While Geelan offered examples of many businesses and organisations that were 100 per cent cloud operated such as Amazon, Coca Cola, Maersk and even the US Central Intelligence Agency, Guardian technology columnist Mark
Lyndersay believes the road to full cloud dependency is still far reaching, particularly in T&T. “Now that enterprise is looking into the cloud model for more everyday tasks, there are a number of issues that are coming to the forefront. Data security, broadband accessibility and reliability, and depth of Internet penetration become critical factors in doing business this way, which is quite a conceptual jump from individuals making use of services on the web,” he said via e-mail. 
 
“There’s a huge conceptual jump between having a Facebook page and running your business off a cloud based service and that’s where the evangelising of cloud computing solutions has become critical.” 
 
Apart from security risks, Lyndersay also pointed out that cloud computing was not exactly a new phenomenon. “The real challenge that cloud computing proponents face is that they aren’t really introducing a new product. The concept of cloud computing has been growing around us for several years now, long before it was formalised as a name and a decade’s worth of young people and reasonably experienced web users have come to expect data held on servers on the Internet as part of the overall computing experience.” 
 
Geelan proffered that cloud computing was an example of the “democratisation of IT” making access to services, learning and even funding easier, particularly for those living in T&T’s rural areas.

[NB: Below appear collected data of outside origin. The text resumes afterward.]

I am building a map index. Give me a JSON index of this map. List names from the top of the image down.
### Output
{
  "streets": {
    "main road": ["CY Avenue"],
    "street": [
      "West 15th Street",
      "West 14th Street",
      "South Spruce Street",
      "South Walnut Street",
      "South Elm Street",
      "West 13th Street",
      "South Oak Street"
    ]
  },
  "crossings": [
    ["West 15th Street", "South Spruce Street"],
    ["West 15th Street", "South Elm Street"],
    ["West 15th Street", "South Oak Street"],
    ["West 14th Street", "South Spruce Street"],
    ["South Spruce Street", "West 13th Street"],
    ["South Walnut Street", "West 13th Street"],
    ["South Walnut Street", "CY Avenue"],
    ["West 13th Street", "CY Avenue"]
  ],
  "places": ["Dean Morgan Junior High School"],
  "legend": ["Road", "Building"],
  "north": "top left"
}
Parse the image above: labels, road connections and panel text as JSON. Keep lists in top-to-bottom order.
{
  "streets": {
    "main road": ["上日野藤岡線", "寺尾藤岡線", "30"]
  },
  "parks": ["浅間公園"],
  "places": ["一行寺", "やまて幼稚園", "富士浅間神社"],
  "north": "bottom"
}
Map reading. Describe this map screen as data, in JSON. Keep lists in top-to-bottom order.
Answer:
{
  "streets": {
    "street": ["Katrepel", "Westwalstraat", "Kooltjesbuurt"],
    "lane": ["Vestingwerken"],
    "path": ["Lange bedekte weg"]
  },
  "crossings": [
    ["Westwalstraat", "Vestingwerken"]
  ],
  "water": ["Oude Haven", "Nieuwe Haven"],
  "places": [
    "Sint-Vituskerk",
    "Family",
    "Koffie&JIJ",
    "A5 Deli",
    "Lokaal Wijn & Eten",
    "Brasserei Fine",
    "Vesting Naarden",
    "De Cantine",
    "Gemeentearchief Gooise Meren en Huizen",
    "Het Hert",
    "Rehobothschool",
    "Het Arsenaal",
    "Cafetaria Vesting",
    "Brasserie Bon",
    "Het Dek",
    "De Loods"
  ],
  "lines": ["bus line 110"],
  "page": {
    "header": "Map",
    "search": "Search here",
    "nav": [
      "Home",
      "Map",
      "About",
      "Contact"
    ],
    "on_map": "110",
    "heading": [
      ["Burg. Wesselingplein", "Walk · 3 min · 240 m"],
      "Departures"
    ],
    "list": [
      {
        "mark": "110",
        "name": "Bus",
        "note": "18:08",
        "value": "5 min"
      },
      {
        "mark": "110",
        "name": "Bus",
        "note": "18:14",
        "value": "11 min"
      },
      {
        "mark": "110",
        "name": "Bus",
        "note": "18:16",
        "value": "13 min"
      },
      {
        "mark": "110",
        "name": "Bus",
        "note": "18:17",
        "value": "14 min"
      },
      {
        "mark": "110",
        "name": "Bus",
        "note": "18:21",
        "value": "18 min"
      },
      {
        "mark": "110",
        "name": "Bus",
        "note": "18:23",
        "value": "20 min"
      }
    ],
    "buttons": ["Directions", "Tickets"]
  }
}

He said T&T may be ahead of the curve because business technology is now becoming social technology and the high saturation of smart phones in T&T could be the turning point. 
 
However, Lyndersay was not convinced that the proliferation of smart phones and other mobile Internet connected devices was a sure sign of progress. “I’m not sure that it’s true to describe T&T as being ahead of many countries in the saturation of smart phones. Such devices only get their intelligence with a broadband connection and that’s still quite far from reaching saturation point,” he said.
 
Cloud Computing
Cloud computing is the practice of using a network of remote servers hosted on the Internet to store, manage and process data rather than a local server or a personal computer. The name comes from the use of a cloud shaped symbol used to represent the complex infrastructure it contains in system diagrams. Cloud computing entrusts remote services with a user’s data, software and computation. Consumers access cloud based applications through a Web browser or a light-weight desktop or mobile application while the business software and user’s data are stored on servers at a remote location. Cloud computing relies on sharing of resources to achieve coherence and economies of scale similar to a utility, like electricity, over a network.